The practical rule is simple. Check your train on the booking platform the day before, and again on the morning of travel. If your station has changed, you will see it in the train details before you leave the hotel.

## Getting from the station to the cathedral and the old town

Walk. From Köln Hbf the main south exit faces the cathedral, around a one-minute walk. The Hohe Strasse shopping street, the old town (Altstadt), the Rhine promenade, and the Hohenzollern Bridge are all within ten minutes of the station on foot. There is rarely a reason to take public transport from Hbf to the centre.

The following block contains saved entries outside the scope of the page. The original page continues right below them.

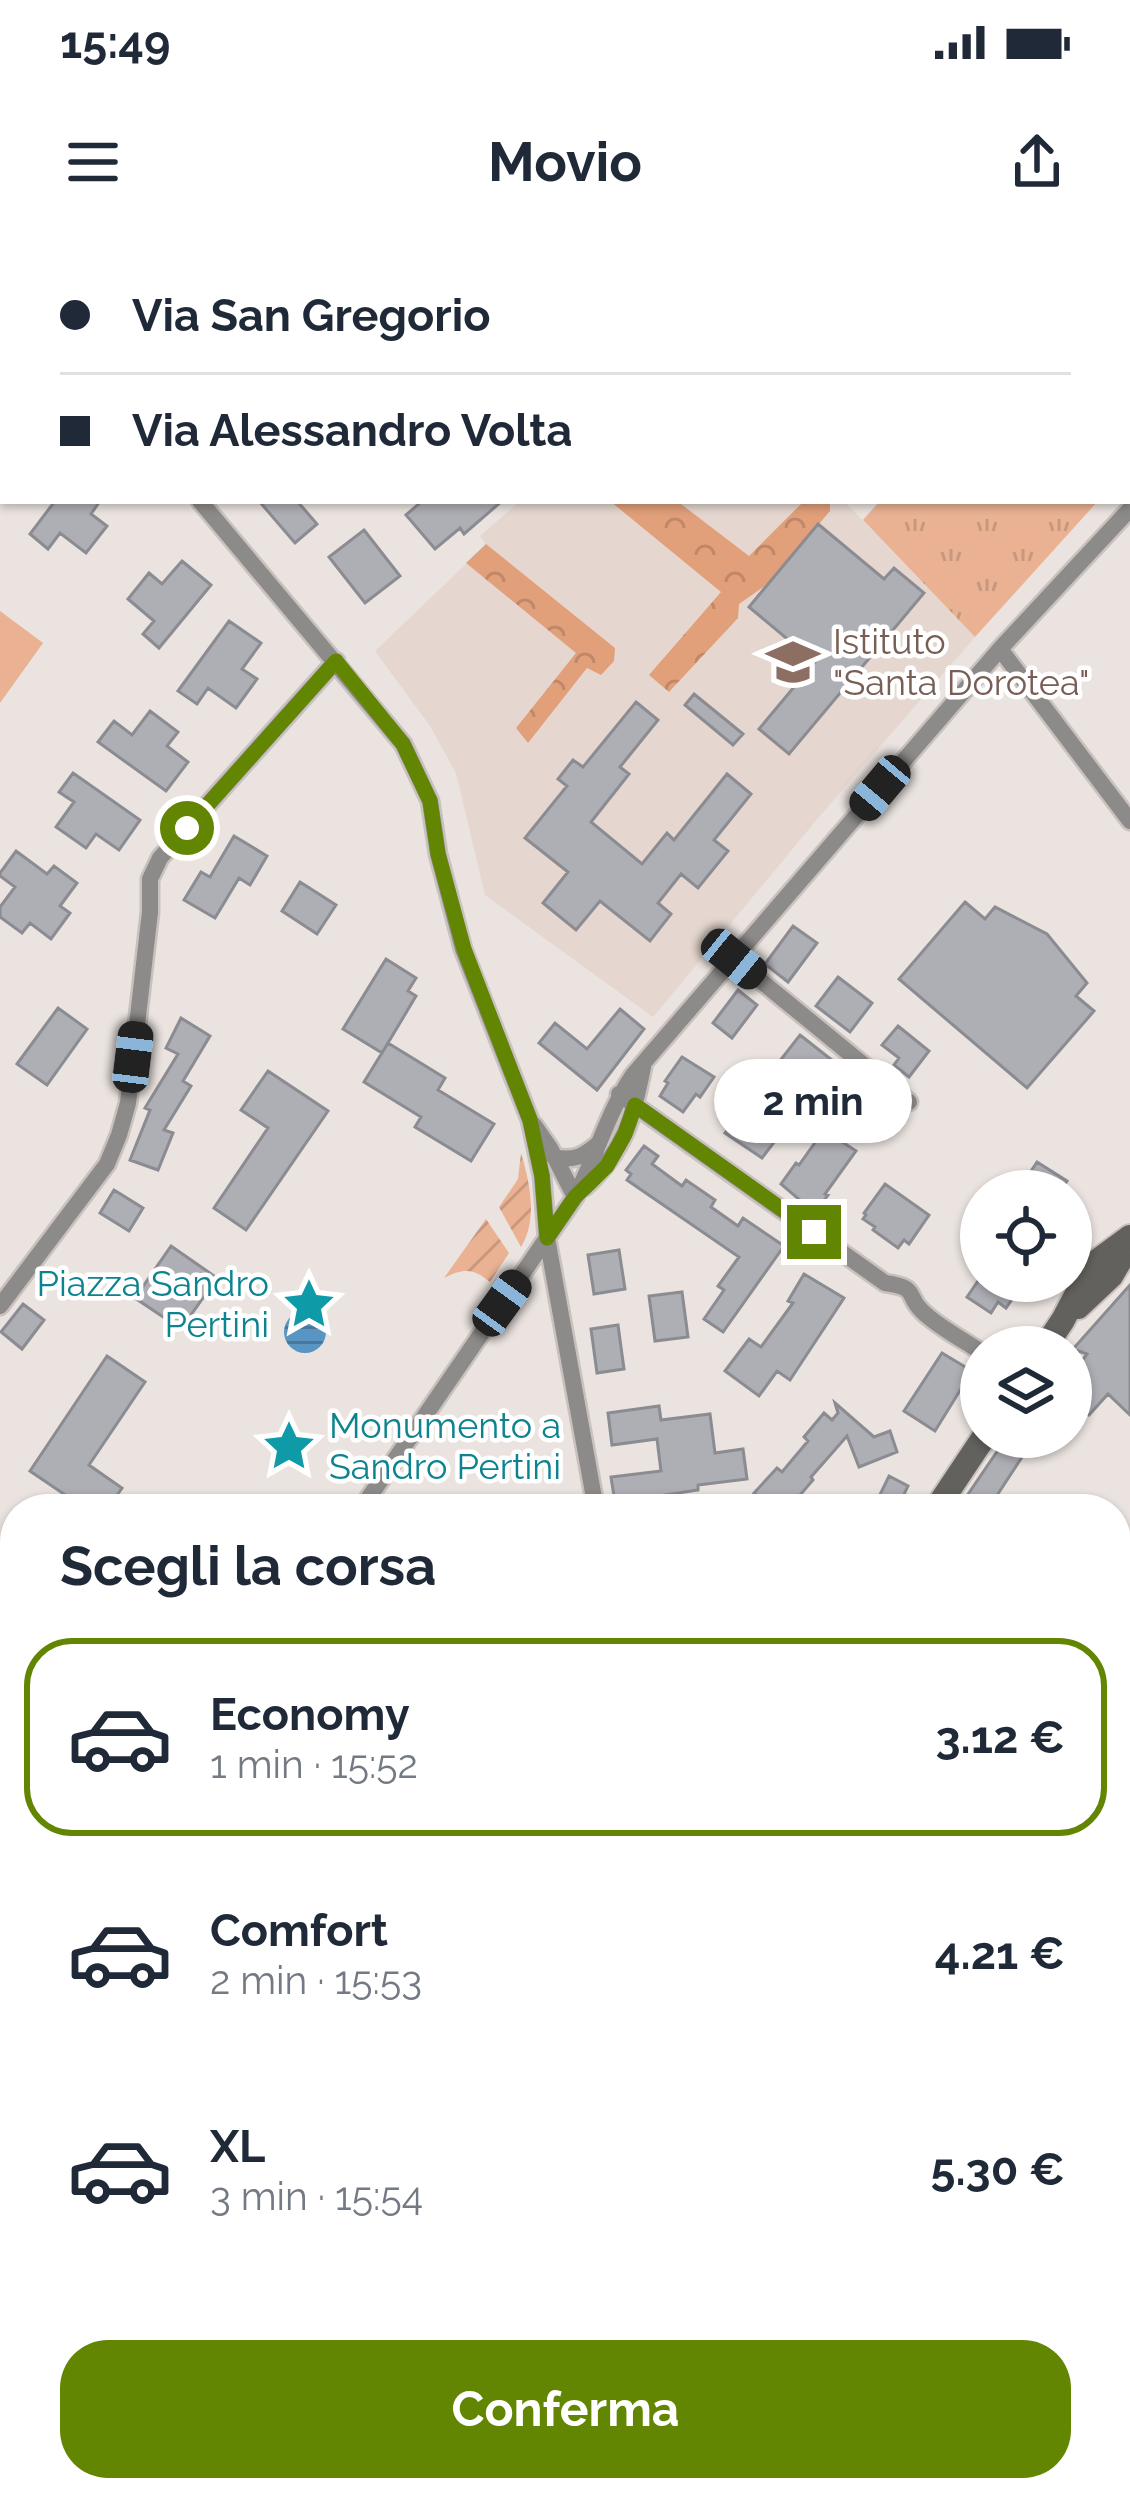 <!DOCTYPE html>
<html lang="it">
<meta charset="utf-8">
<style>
body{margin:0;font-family:Raleway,sans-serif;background:#f2f2f3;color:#1f2937;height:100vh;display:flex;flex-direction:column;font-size:45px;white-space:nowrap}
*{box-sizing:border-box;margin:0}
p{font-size:39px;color:#747a83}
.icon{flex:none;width:66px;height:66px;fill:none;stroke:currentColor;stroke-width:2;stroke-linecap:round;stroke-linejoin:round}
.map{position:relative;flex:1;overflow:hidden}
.details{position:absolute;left:0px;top:1254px;width:1131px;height:1008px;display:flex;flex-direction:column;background:#fff;border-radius:48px 48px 0 0;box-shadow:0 3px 9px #0004}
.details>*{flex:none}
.banner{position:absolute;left:0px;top:0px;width:1131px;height:264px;box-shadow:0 3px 9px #0004;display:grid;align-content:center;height:264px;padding:0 60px;background:#fff}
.controls{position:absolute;left:960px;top:930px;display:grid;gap:24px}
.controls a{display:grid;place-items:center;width:132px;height:132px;border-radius:50%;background:#fff;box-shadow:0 3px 9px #0004;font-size:60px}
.end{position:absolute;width:54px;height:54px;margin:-27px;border:15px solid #628502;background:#fff;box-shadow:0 0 0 6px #fff}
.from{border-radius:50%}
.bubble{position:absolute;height:84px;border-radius:42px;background:#fff;box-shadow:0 3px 9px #0004;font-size:39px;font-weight:700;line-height:84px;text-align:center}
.car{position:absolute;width:36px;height:72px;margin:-36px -18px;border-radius:15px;box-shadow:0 0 9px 3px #0007;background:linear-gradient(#222 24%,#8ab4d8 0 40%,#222 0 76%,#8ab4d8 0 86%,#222 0)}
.banner b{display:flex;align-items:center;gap:42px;height:114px;font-size:45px}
.banner b+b{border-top:3px solid #e0e1e3}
.banner i{width:30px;height:30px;background:#1f2937}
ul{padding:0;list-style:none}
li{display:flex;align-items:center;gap:36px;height:198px;margin:0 24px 18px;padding:0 36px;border:6px solid transparent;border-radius:48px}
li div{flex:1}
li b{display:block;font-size:45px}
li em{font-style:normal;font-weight:700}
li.active{border-color:#628502}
li>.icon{width:108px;height:108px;stroke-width:1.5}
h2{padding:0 60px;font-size:54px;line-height:144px}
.action{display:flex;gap:24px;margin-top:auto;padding:24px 60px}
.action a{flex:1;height:138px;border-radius:48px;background:#628502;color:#fff;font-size:48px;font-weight:700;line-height:138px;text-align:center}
.status{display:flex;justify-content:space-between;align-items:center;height:84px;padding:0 60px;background:#fff;direction:ltr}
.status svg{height:33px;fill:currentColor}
header{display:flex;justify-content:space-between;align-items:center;height:156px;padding:0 60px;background:#fff;font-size:54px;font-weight:700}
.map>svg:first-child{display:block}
.built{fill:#e5d7cf}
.forest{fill:url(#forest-crowns)}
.park{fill:url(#park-tufts)}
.garden{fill:url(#garden-furrows)}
.pitch{fill:#eab293}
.water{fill:url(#water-rules)}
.building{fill:#aeaeb5;stroke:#8b8b92;stroke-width:3}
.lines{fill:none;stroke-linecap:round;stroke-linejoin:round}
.lane-casing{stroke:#c8c1be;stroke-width:14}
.street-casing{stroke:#c8c1be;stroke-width:21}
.secondary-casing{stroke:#c8c1be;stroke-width:28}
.lane{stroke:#8d8b89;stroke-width:9}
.street{stroke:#8d8b89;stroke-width:16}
.secondary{stroke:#63615d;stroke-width:24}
.rail{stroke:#2b2827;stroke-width:6;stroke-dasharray:6 12;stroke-linecap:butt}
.route{stroke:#628502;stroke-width:15}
.labels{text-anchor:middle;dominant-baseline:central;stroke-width:9;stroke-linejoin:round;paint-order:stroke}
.education-label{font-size:36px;fill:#785e54;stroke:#fff;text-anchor:start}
.culture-label{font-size:36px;fill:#0d838f;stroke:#fff;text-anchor:end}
</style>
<div class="status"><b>15:49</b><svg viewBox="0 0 49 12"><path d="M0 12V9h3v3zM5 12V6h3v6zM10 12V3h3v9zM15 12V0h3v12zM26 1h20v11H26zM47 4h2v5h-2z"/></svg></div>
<header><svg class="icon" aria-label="menu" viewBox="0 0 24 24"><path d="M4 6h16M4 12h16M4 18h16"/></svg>Movio<svg class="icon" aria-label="share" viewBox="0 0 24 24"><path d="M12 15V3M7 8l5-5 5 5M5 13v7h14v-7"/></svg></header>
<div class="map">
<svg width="1130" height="2262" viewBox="0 0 1130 2262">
<defs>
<pattern id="forest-crowns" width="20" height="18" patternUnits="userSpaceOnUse" patternTransform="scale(3)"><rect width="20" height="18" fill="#e19f7a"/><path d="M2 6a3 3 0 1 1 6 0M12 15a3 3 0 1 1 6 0" fill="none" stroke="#c08868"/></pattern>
<pattern id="park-tufts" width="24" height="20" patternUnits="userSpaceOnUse" patternTransform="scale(3)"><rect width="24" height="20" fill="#eab293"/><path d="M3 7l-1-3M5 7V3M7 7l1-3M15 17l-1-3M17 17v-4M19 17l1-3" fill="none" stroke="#c8987e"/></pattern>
<pattern id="garden-furrows" width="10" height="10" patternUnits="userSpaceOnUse" patternTransform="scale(3)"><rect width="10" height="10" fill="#eab293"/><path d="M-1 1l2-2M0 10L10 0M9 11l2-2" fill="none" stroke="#c8987e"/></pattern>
<pattern id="water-rules" width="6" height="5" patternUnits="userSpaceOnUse" patternTransform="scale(3)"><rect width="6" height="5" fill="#5895c3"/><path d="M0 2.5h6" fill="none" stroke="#48789d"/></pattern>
</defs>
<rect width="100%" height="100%" fill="#eae3df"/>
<!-- built -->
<path class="built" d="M 520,261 L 844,261 L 975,397 L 819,577 L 653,777 L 485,655 L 456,533 L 430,486 L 375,411 L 486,305 L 480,296 Z
M 1130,1626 L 1130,1686 L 1116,1696 L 1116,1636 Z
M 297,2247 L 412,2247 L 392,2262 L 278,2262 Z"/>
<!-- forest -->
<path class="forest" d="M 610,261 L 677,261 L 749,316 L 804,261 L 830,261 L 830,271 L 769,343 L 739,364 L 738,378 L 669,452 L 649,435 L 721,352 Z
M 486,304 L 615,408 L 614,421 L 601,435 L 587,428 L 528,503 L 516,488 L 576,413 L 466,323 Z"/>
<!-- park -->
<path class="park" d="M 880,261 L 1098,261 L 975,397 L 863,280 Z"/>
<!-- garden -->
<path class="garden" d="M 521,913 C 530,943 538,979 521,1007 L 499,967 L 518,939 Z
M 486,979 L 509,1013 L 490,1042 C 474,1028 463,1028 444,1038 Z"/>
<!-- pitch -->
<path class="pitch" d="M 0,371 L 43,403 L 0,463 Z"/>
<!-- water -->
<path class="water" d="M284 1092a21 21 0 1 1 42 0a21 21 0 1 1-42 0Z"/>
<!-- building -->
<path class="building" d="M 55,261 L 100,261 L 91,274 L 107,286 L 86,313 L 60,293 L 48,309 L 30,294 Z
M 259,261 L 297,261 L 317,284 L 295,303 Z
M 422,261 L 502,261 L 464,294 L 460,288 L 435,309 L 406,275 Z
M 818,284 L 884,339 L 894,328 L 924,353 L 789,514 L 759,489 L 815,422 L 749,367 Z
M 364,290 L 400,336 L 365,363 L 329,317 Z
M 182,321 L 211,345 L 159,408 L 143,394 L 154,381 L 128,359 L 149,333 L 162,344 Z
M 229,381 L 261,403 L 242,429 L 257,439 L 236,468 L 208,448 L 197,464 L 178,451 Z
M 694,454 L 743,494 L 733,505 L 685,465 Z
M 636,462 L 658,480 L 620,527 L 629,534 L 591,582 L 642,624 L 667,593 L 674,600 L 727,534 L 751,554 L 714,600 L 728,611 L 698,648 L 681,634 L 658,663 L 671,674 L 650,701 L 600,661 L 576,690 L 543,663 L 568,632 L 525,598 L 567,546 L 558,539 L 573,520 L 583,527 Z
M 150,471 L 178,492 L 167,506 L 188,522 L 166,551 L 98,502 L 114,481 L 132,495 Z
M 73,533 L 140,580 L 119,610 L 96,594 L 86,608 L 56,587 L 74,562 L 59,552 Z
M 234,596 L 267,616 L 250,645 L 239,638 L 215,678 L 184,660 L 201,632 L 210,637 Z
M 16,611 L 47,634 L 54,626 L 77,643 L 60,666 L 70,673 L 51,699 L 30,683 L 22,693 L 0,677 L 0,667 L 15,647 L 0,636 L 0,633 Z
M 300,642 L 336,665 L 317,694 L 282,671 Z
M 965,662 L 985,679 L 995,667 L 1047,694 L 1087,743 L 1076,756 L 1094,771 L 1027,848 L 899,739 Z
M 793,686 L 817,703 L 788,742 L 765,724 Z
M 386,719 L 416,738 L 408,751 L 416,756 L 382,813 L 343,789 Z
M 838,737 L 872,763 L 850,792 L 816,766 Z
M 738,750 L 757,765 L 732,798 L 713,783 Z
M 58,768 L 87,789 L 47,845 L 17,824 Z
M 620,769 L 644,789 L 597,850 L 539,803 L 555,783 L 587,809 Z
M 181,778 L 210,796 L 183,841 L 191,846 L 164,890 L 173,893 L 158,930 L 130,920 L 150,870 L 145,868 L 178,814 L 166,808 Z
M 898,786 L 929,811 L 909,837 L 894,825 L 899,818 L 882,805 Z
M 800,795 L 842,828 L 821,854 L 779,822 Z
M 388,803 L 445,838 L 438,850 L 494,884 L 471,921 L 415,887 L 421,877 L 364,842 Z
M 682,817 L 714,837 L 700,857 L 696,854 L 683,872 L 660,856 L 668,843 L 665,841 Z
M 268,831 L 328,871 L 246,990 L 214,968 L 268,888 L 241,870 Z
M 758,844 L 798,871 L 762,918 L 725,893 Z
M 824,890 L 856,911 L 825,954 L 828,955 L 815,973 L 781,944 L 796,923 L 799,925 Z
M 644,906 L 658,916 L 652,924 L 682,946 L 686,940 L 715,960 L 711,967 L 738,986 L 743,978 L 784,1006 L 723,1092 L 704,1079 L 724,1050 L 718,1046 L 739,1017 L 627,940 L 631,934 L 626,930 Z
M 1037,922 L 1067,941 L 1061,951 L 1018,951 Z
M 885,944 L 929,975 L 909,1004 L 904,1000 L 898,1008 L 873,990 L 875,987 L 863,979 L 866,975 L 864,973 Z
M 114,950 L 143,968 L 129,991 L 100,973 Z
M 171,1006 L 217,1038 L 181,1089 L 135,1058 Z
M 619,1010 L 625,1049 L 594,1054 L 588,1015 Z
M 804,1034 L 844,1058 L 790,1140 L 777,1131 L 759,1156 L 725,1131 L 749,1099 L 761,1107 L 793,1063 L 788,1061 Z
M 978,1041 L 1001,1041 L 1017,1052 L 1006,1068 L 998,1062 L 991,1073 L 967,1057 Z
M 1130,1045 L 1130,1175 L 1108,1154 L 1089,1175 L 1071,1163 L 1071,1136 L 1087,1114 L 1073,1109 Z
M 682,1052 L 688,1097 L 655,1101 L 649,1056 Z
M 23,1064 L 44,1080 L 22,1109 L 1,1092 Z
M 618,1085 L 624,1129 L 597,1133 L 591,1089 Z
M 942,1113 L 972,1131 L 935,1191 L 904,1171 Z
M 107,1116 L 145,1142 L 89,1225 L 122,1248 L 107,1269 L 86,1269 L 30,1231 Z
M 835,1163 L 874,1197 L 890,1191 L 897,1212 L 859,1227 L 847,1196 L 811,1237 L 813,1240 L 788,1269 L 773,1269 L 754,1253 L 777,1228 L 782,1232 L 808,1201 L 804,1197 L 824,1173 L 832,1180 L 838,1173 Z
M 659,1166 L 661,1180 L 710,1174 L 715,1213 L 743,1209 L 747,1239 L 698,1245 L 698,1250 L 665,1255 L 666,1269 L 616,1269 L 611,1237 L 661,1231 L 657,1199 L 612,1205 L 608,1173 Z
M 1007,1197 L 1017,1197 L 1030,1205 L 988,1269 L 958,1269 Z
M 889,1236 L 908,1246 L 897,1269 L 873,1269 Z
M 15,1483 L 15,1523 L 0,1510 L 0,1500 Z
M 0,1660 L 15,1673 L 15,1719 L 0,1711 Z
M 0,1773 L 15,1786 L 15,1802 L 7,1815 L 15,1821 L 15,1865 L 0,1883 Z
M 0,2219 L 15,2235 L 15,2249 L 1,2262 Z
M 136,2247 L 185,2247 L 196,2262 L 117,2262 Z"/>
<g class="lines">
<!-- lane casing -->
<g class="lane-casing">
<path id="lane" d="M 1116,1548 L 1130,1530"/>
</g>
<!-- street casing -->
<g class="street-casing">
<path id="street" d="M 250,0 L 251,3
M 499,3 L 504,0
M 0,141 L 3,142
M 200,261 L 403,504 L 430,561 L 438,614 L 463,709 L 530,880 L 542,936 L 547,998 L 596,1269
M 1000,409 L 1130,581
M 734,719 L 909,862
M 619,854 L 885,1043 C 920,1048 905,1055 922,1071 C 938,1087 962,1099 981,1112
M 534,885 L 550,908 L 575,957
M 554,917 C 574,921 583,917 599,903
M 585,947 C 624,910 633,879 643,827
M 0,1066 L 107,924 L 119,895 L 128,863 L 150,672 L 150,639 L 160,618 L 336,421
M 361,1269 L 575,957 C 596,917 607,873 633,835 L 1000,409 L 1130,269
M 0,1458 L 15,1470
M 1116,1620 L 1130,1610
M 0,1723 L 15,1736
M 0,1915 L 15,1892
M 0,1962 L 15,1972
M 1116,2212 L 1130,2182
M 952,2247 L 990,2262
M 1095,2262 L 1102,2247"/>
</g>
<!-- secondary casing -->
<g class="secondary-casing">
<path id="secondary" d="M 1078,1067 L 1111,1036 L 1130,1004
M 1045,1107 L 1063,1080 L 1092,1025 L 1130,997
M 936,1269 L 984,1197
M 77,2262 L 97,2247"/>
</g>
<!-- lane -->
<use href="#lane" class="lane"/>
<!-- street -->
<use href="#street" class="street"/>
<!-- secondary -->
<use href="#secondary" class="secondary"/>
<!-- rail -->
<path class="rail" d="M 1116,1671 L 1130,1661
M 302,2262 L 322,2247"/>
</g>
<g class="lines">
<!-- route -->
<path class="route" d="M 187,588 L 336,421 L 403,504 L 430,561 L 438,614 L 464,709 L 530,880 L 542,936 L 547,998 L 575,957 L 607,926 L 625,894 L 635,865 L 814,992"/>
</g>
<!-- icons -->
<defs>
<g id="school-bare" transform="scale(4.14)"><path d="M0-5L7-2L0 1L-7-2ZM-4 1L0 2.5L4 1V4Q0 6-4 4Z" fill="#8d6e63" stroke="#fff" stroke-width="2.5" paint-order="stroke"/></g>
<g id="sight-bare" transform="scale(4.14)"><path d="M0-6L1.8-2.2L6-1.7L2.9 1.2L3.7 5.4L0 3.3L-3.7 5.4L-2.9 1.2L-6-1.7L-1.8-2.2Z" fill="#0f9aa8" stroke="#fff" stroke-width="2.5" paint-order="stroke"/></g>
</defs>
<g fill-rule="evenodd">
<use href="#school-bare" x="793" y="422"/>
<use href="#sight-bare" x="309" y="1064"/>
<use href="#sight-bare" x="289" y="1206"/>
</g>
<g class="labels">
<!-- education labels -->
<g class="education-label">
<text x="833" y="401">Istituto<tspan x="833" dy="41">"Santa Dorotea"</tspan></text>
</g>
<!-- culture labels -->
<g class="culture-label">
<text x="269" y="1043">Piazza Sandro<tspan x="269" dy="41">Pertini</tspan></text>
<text x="329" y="1185" text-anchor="start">Monumento a<tspan x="329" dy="41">Sandro Pertini</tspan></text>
</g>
</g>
</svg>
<div class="controls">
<a><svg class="icon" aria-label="locate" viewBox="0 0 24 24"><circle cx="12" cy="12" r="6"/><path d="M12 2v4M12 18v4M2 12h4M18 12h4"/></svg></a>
<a><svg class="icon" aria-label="layers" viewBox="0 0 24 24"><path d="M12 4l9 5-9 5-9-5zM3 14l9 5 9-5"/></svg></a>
</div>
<i class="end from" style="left:187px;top:588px"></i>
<i class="end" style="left:814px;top:992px"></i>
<div class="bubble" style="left:714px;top:819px;width:198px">2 min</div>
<i class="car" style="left:880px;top:548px;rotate:220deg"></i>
<i class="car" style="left:734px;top:719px;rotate:129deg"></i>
<i class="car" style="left:133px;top:817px;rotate:7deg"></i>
<i class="car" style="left:502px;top:1063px;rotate:36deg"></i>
<div class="banner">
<b><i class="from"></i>Via San Gregorio</b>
<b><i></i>Via Alessandro Volta</b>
</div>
<section class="details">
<h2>Scegli la corsa</h2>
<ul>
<li class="active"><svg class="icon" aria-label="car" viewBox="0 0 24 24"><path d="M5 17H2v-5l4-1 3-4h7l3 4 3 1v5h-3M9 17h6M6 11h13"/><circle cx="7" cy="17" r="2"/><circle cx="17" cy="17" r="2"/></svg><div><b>Economy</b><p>1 min · 15:52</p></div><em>3.12 €</em></li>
<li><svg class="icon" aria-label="car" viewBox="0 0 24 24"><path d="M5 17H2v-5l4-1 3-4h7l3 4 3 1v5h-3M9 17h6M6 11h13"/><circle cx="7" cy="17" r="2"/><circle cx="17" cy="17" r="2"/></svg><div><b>Comfort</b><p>2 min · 15:53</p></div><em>4.21 €</em></li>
<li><svg class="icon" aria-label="car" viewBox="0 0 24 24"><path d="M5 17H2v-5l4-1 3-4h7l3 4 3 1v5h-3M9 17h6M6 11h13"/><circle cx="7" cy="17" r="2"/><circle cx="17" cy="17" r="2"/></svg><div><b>XL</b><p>3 min · 15:54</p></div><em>5.30 €</em></li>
</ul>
<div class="action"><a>Conferma</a></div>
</section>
</div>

From Köln Messe/Deutz the walk into the centre is around 15 to 20 minutes across the Hohenzollern Bridge. The pedestrian walkway runs along both sides of the bridge, with views back over the cathedral and the Rhine. With heavy luggage, take the S-Bahn one stop to Hbf.

The KVB tram and U-Bahn network is excellent for outer districts, but for the cathedral, museums and central restaurants from either station, your feet are faster than any ticket.

## Luggage, food and waiting at Köln Hbf

For a few hours’ stopover, the station handles the basics well. DB Schließfächer (luggage lockers) are in the main concourse; small and large sizes are available, and they take card payment. They fill up around major events and trade fairs, so leave time to find one in busy weeks.

The DB Reisezentrum is the place to go for ticket questions, refunds, reservations and BahnCard purchases. The DB Lounge, on the upper level, is open to first-class long-distance ticket holders, BahnCard 100 holders, and ÖBB Business equivalents.

For food, the concourse has the usual mix of bakeries, coffee chains, fast food and a small supermarket. For better food you are better off walking five minutes into the old town. The Bahnhofsmission, near the main hall, helps travellers in difficulty without charge or registration.